Manchmal ist es besser, von einem zu hoch gesteckten Ziel Abstand zu nehmen. Das gilt für den Marathonlauf, das Geschäftsleben und die Liebe.

(Foto: Foto: dpa)

Die Botschaft der Gewinner ist klar. Wer etwas erreichen will, muss hart zu sich selbst sein und unbeirrt an seinen Zielen festhalten.

Doch nicht jeder gelangt dorthin. Kondition und Selbstvertrauen sind gefragt. Das Leben gleicht einem Marathonlauf. Irgendwo im Niemandsland zwischen Start und Ziel stellt sich die Sinnfrage. Aufgeben oder Weitermachen? "Handlungskrise" nennen Psychologen das.

"Der Läufer ist sich nicht mehr sicher, ob er an seinem Ziel festhalten oder sich davon ablösen soll", sagt die Motivationspsychologin Veronika Brandstätter von der Universität Zürich. Marathonläufer geraten etwa bei Kilometer 30 in ein Formtief, weil der Körper von Zucker- auf Fettverbrennung umstellt.

"Diese körperliche Krise führt auch zu einer mentalen," sagt Brandstätter, die vor kurzem Marathonläufer interviewt hat. "Der Läufer weiß nicht mehr, ob er das Ziel erreichen kann und will." Die einen geben auf, die anderen machen weiter.
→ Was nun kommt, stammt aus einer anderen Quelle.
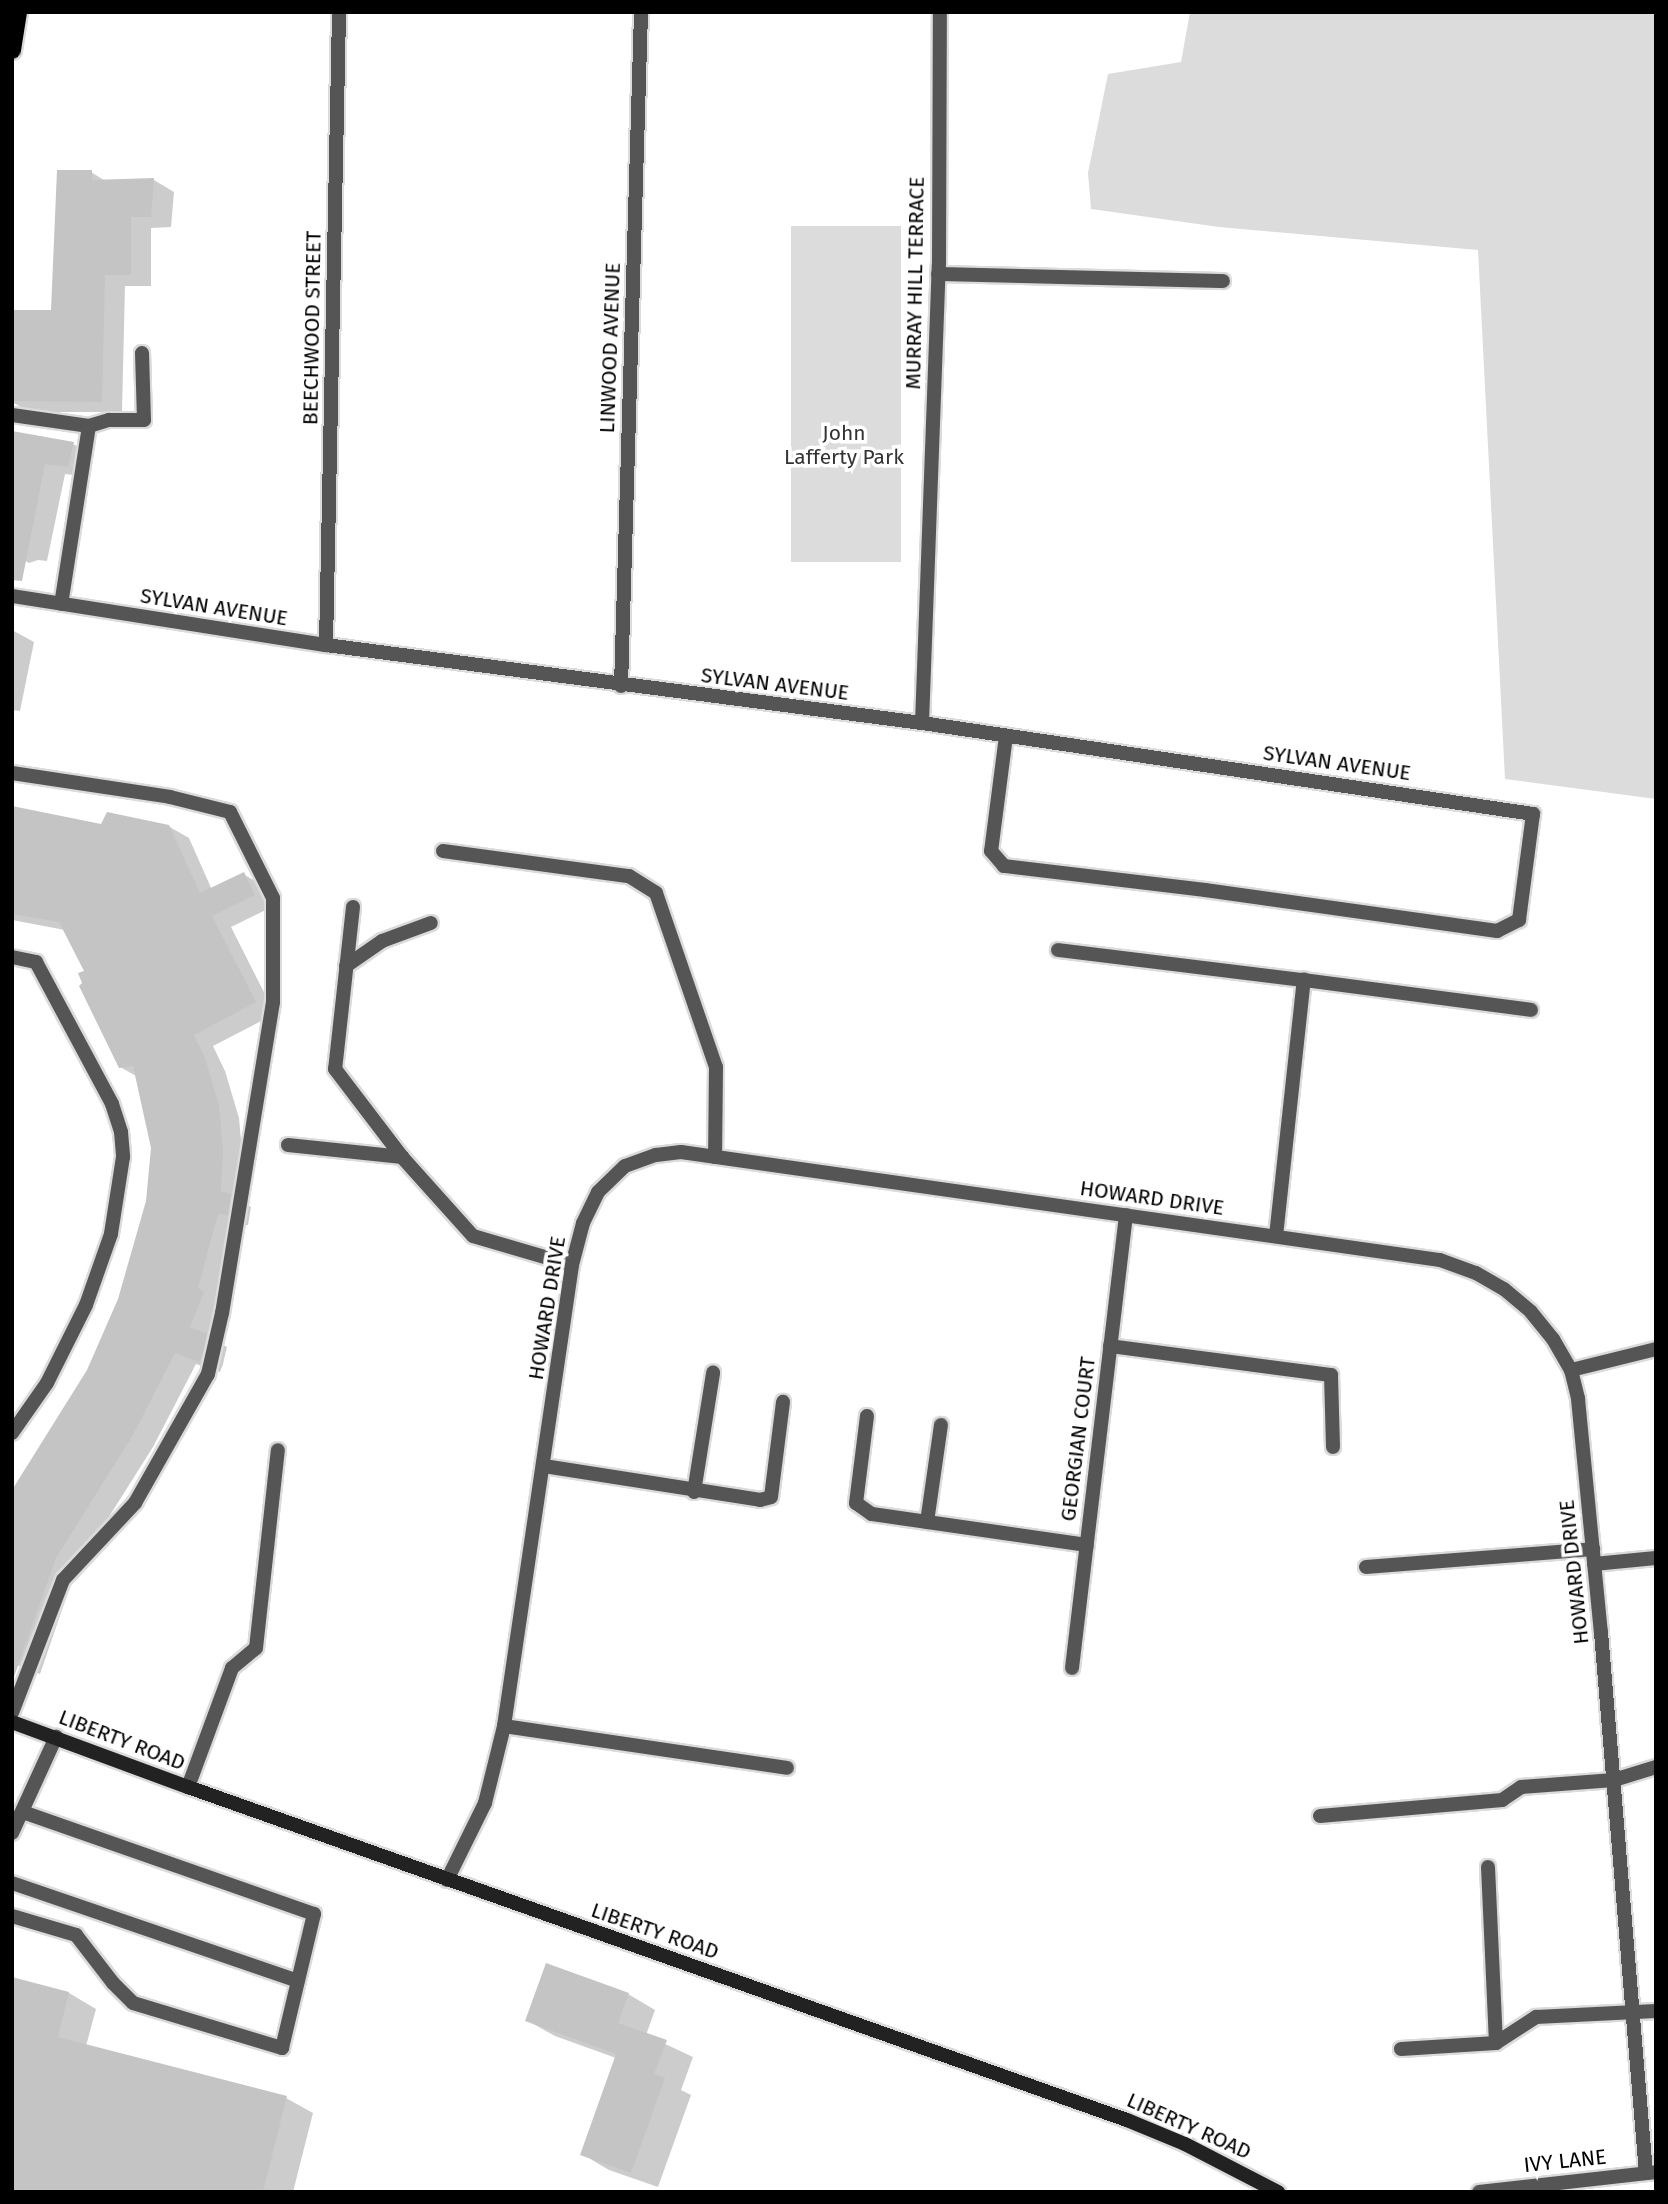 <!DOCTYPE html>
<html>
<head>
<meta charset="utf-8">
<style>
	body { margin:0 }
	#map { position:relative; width:1668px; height:2204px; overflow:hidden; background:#fff; font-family:"Fira Sans",sans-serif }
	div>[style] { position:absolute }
	.green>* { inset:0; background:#dcdcdc; transform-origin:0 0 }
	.shadow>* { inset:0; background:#0003 }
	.building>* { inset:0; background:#c4c4c4 }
	.roads { filter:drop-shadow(2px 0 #dbdbdb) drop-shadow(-2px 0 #dbdbdb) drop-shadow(0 2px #dbdbdb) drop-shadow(0 -2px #dbdbdb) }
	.service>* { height:14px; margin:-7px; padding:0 7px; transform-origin:7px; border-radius:7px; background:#555 }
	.minor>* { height:14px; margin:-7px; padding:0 7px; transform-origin:7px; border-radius:7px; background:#555 }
	.tertiary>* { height:14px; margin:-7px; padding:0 7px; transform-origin:7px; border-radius:7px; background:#555 }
	.secondary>* { height:14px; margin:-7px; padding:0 7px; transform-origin:7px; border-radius:7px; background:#222 }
	.primary>* { height:18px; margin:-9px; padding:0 9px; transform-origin:9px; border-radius:9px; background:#000 }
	span { translate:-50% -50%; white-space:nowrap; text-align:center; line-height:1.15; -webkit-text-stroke:7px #fff; paint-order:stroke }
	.street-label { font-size:21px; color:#000 }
	.park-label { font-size:21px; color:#333 }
	.frame { position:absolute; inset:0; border:14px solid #000; pointer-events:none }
</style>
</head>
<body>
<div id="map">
	<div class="green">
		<div style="clip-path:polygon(1190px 12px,1656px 12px,1656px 799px,1505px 779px,1478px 250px,1219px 227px,1091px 209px,1088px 173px,1108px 74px,1181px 62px)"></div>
		<div style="left:791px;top:226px;width:110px;height:336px"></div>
	</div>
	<div class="shadow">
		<div style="clip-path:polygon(91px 172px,107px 182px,154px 180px,174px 192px,171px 227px,151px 228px,151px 286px,125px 286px,122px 412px,30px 412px,12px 402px,12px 312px,52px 312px)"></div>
		<div style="clip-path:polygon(12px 433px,73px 444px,93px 455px,89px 477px,65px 474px,47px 561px,38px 560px,29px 563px,14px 555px)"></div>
		<div style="clip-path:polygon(12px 630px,34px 642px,20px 711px,12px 710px)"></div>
		<div style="clip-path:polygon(12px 808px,102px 826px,168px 826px,189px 838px,212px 890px,243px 874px,264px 886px,274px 906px,231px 927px,275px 1014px,213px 1046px,225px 1071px,239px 1118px,243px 1162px,241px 1201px,251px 1207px,248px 1225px,238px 1225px,210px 1337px,227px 1347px,223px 1364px,220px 1372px,196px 1364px,153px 1447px,76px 1569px,40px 1674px,12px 1663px,12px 1491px,89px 1371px,128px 1278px,148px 1201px,153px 1148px,138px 1077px,120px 1067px,84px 983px,86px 972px,65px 930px,12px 920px)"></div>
		<div style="clip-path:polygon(12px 1979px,69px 1993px,96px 2009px,86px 2046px,286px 2098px,313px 2113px,293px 2192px,12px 2192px)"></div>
		<div style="clip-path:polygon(628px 1994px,655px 2010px,646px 2035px,693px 2057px,681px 2090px,691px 2095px,658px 2187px,609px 2170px,582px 2154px,616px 2058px,555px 2036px,528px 2021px)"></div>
	</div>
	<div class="building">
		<div style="clip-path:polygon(57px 170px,92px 170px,92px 180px,154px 178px,151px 217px,131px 217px,131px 275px,105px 275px,102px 402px,12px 401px,12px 310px,51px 310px)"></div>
		<div style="clip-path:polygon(12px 431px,74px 442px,68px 467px,45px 464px,22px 581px,12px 580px)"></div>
		<div style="clip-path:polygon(12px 806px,101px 824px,107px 812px,169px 825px,200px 893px,244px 872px,255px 895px,212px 916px,256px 1002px,194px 1035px,205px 1058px,219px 1105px,223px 1150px,221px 1191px,231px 1194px,228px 1215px,218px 1214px,198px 1288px,204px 1292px,190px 1327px,207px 1334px,203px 1353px,199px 1362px,175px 1353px,133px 1435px,56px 1558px,14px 1677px,12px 1490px,87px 1370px,118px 1299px,146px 1201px,151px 1148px,133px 1066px,119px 1068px,79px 986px,82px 983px,78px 973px,84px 971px,59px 922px,12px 914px)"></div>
		<div style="clip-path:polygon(546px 1963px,629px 1993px,618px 2023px,667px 2040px,654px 2074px,665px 2078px,631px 2173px,580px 2155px,616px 2054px,525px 2021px)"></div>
		<div style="clip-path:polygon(12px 1977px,69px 1992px,58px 2037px,287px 2096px,263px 2192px,12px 2192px)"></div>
	</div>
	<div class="roads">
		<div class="service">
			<div style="left:938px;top:274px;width:285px;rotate:1.4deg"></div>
			<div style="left:12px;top:415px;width:78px;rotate:8.1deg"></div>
			<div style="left:89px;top:426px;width:180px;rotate:98.9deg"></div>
			<div style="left:89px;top:426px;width:21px;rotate:-17deg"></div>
			<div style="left:109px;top:420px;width:35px"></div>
			<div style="left:144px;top:420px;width:67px;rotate:-91.7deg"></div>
			<div style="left:1006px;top:736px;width:116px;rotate:97.4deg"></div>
			<div style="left:991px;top:851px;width:20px;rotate:49deg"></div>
			<div style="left:1004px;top:866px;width:202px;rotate:6.8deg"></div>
			<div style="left:1205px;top:890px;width:295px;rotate:8deg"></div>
			<div style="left:1497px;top:931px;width:25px;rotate:-27deg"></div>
			<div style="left:1519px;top:920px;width:107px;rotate:-82.5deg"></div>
			<div style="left:12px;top:773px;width:160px;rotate:8.6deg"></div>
			<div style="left:170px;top:797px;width:62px;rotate:14deg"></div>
			<div style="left:230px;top:812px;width:96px;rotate:63.4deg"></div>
			<div style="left:273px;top:898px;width:104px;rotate:90deg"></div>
			<div style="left:273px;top:1002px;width:315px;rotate:99.3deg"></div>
			<div style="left:222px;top:1313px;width:63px;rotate:102.9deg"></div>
			<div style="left:208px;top:1374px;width:148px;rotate:119.5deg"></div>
			<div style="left:135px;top:1503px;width:105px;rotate:133.1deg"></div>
			<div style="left:63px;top:1580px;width:142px;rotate:111deg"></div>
			<div style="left:443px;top:851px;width:188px;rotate:7.7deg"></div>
			<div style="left:629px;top:876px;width:32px;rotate:32deg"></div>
			<div style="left:656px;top:893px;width:184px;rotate:71deg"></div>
			<div style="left:716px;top:1067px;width:90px;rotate:90.6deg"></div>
			<div style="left:353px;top:907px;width:163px;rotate:96.3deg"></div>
			<div style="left:335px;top:1069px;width:111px;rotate:52.7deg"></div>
			<div style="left:1058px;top:950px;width:248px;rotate:7deg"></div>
			<div style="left:12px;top:957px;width:25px;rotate:12deg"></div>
			<div style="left:36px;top:962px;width:161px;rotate:61.8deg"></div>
			<div style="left:112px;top:1104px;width:29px;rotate:72deg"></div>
			<div style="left:121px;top:1132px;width:25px;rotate:85deg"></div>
			<div style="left:123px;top:1157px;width:78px;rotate:98.9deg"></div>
			<div style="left:111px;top:1234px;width:75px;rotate:109.4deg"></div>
			<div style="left:86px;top:1305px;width:87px;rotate:116.6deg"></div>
			<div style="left:47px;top:1383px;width:61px;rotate:125deg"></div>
			<div style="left:346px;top:966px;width:44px;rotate:-34.8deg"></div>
			<div style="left:382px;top:941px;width:52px;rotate:-20.2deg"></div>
			<div style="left:288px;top:1145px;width:115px;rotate:6deg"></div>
			<div style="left:402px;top:1157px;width:106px;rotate:48.1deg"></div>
			<div style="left:473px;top:1236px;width:103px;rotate:16.3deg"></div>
			<div style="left:1276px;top:1236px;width:258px;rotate:-83.8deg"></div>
			<div style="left:1304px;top:980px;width:229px;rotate:7.5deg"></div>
			<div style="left:1110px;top:1346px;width:223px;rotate:7.5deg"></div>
			<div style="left:1331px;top:1375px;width:72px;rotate:88.4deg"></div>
			<div style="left:1571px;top:1370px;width:88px;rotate:-13.9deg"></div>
			<div style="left:867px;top:1416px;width:88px;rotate:97.2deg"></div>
			<div style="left:856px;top:1503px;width:19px;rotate:35deg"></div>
			<div style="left:872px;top:1514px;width:217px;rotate:8.2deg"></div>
			<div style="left:544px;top:1466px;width:219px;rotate:8.9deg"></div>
			<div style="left:760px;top:1500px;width:11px;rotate:-15deg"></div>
			<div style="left:771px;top:1497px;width:96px;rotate:-82.8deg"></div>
			<div style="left:694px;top:1492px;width:121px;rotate:-80.9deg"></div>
			<div style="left:927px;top:1522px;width:98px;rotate:-81.8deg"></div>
			<div style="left:1594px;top:1564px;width:62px;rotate:-5.5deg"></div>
			<div style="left:1366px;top:1567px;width:228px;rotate:-4.5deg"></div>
			<div style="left:504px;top:1726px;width:286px;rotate:8.4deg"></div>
			<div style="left:188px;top:1787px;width:127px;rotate:-69.7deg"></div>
			<div style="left:232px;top:1668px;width:31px;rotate:-40deg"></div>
			<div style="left:256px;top:1648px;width:199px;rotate:-83.7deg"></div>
			<div style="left:1320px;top:1816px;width:183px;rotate:-5deg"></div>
			<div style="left:1502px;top:1800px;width:23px;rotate:-34deg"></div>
			<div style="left:1521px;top:1787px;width:93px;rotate:-4.3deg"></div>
			<div style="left:1614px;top:1780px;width:44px;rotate:-17.2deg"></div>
			<div style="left:12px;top:1833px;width:106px;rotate:-65.4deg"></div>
			<div style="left:1488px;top:1867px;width:176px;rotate:87.4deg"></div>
			<div style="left:12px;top:1883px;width:302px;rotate:18.9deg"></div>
			<div style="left:12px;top:1916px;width:67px;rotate:16.5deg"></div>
			<div style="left:76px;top:1935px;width:61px;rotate:52.4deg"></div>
			<div style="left:113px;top:1983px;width:28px;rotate:45deg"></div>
			<div style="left:133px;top:2003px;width:156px;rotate:16.8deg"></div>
			<div style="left:282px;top:2048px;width:138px;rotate:-76.6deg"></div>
			<div style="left:314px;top:1914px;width:309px;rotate:-160.7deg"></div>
			<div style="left:1401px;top:2049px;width:95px;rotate:-3.6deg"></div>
			<div style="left:1496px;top:2043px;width:48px;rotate:-33deg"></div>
			<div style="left:1536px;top:2017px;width:120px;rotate:-2.9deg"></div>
		</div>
		<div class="minor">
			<div style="left:12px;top:596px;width:318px;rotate:8.9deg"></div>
			<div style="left:326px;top:645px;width:601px;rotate:7.46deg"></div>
			<div style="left:922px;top:723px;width:618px;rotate:8.47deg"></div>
			<div style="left:326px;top:645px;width:633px;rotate:-88.82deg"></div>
			<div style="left:621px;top:686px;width:674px;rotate:-88.3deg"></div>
			<div style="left:922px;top:723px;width:459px;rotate:-87.9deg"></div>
			<div style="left:939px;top:264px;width:252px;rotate:-89.8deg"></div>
			<div style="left:1072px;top:1668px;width:456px;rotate:-83.2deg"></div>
			<div style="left:447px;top:1880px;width:86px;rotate:-63.7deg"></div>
			<div style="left:485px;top:1803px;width:79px;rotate:-76.1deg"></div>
			<div style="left:504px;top:1726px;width:466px;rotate:-81.6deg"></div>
			<div style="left:572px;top:1265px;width:43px;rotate:-75.3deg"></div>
			<div style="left:583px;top:1223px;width:34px;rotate:-64deg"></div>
			<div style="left:598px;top:1192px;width:37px;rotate:-44deg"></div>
			<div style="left:625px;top:1166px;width:33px;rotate:-20deg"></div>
			<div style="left:656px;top:1155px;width:25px;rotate:-7deg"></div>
			<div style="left:681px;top:1152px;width:767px;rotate:8.1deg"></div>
			<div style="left:1440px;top:1260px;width:38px;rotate:20deg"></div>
			<div style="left:1476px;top:1273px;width:32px;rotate:30deg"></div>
			<div style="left:1504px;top:1289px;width:35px;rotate:40deg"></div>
			<div style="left:1531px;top:1312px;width:35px;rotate:51deg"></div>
			<div style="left:1553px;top:1339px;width:36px;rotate:60deg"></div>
			<div style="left:1571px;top:1370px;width:30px;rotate:76deg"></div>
			<div style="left:1578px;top:1399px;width:234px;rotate:84.4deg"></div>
			<div style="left:1601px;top:1632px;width:543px;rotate:85.25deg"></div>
		</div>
		<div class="tertiary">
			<div style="left:1479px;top:2192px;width:178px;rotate:-6.4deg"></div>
		</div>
		<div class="secondary">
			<div style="left:12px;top:1722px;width:188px;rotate:20.3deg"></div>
			<div style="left:188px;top:1787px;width:996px;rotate:19.53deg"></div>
			<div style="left:1127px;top:2120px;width:63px;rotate:22.5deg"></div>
			<div style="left:1185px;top:2144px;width:105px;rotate:27.3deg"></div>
		</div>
		<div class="primary">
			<div style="left:12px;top:50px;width:38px;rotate:-81deg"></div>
		</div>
	</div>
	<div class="street-label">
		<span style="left:915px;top:283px;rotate:-89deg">MURRAY HILL TERRACE</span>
		<span style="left:312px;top:328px;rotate:-89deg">BEECHWOOD STREET</span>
		<span style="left:610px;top:348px;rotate:-88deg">LINWOOD AVENUE</span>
		<span style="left:214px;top:607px;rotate:9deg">SYLVAN AVENUE</span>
		<span style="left:775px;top:684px;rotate:7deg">SYLVAN AVENUE</span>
		<span style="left:1337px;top:763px;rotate:8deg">SYLVAN AVENUE</span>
		<span style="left:1152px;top:1198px;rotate:8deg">HOWARD DRIVE</span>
		<span style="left:547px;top:1308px;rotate:-81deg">HOWARD DRIVE</span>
		<span style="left:1078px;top:1439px;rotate:-83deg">GEORGIAN COURT</span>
		<span style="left:1574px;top:1572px;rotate:-96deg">HOWARD DRIVE</span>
		<span style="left:122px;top:1740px;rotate:21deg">LIBERTY ROAD</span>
		<span style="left:655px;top:1931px;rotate:19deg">LIBERTY ROAD</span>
		<span style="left:1189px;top:2126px;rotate:24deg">LIBERTY ROAD</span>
		<span style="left:1565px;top:2161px;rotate:-6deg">IVY LANE</span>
	</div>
	<div class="park-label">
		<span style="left:844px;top:445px">John<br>Lafferty Park</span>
	</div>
	<div class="frame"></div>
</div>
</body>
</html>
Beim Marathon wie im richtigen Leben.

"Menschen setzen sich dauernd Ziele in weiter Ferne und arbeiten darauf hin", sagt Brandstätter. Sie wollen beispielsweise 42 Kilometer weit laufen. Silberne Hochzeit feiern. Medizin in Harvard studieren. Den Himalaja erklimmen. Manche Ziele sind realistisch, andere utopisch. Wissenschaftler sprechen von Commitment. Zu Deutsch: Hingabe.

"Damit ist gemeint, dass wir uns Ziele setzen, die wir erreichen wollen und an die wir uns gebunden fühlen", erklärt der Organisationspsychologe Roman Soucek von der Universität Nürnberg. "Wir schätzen Menschen, die an ihren Zielen festhalten und Widerständen trotzen." Wer ein Ziel erreicht, das andere für unerreichbar halten, ist ein Held.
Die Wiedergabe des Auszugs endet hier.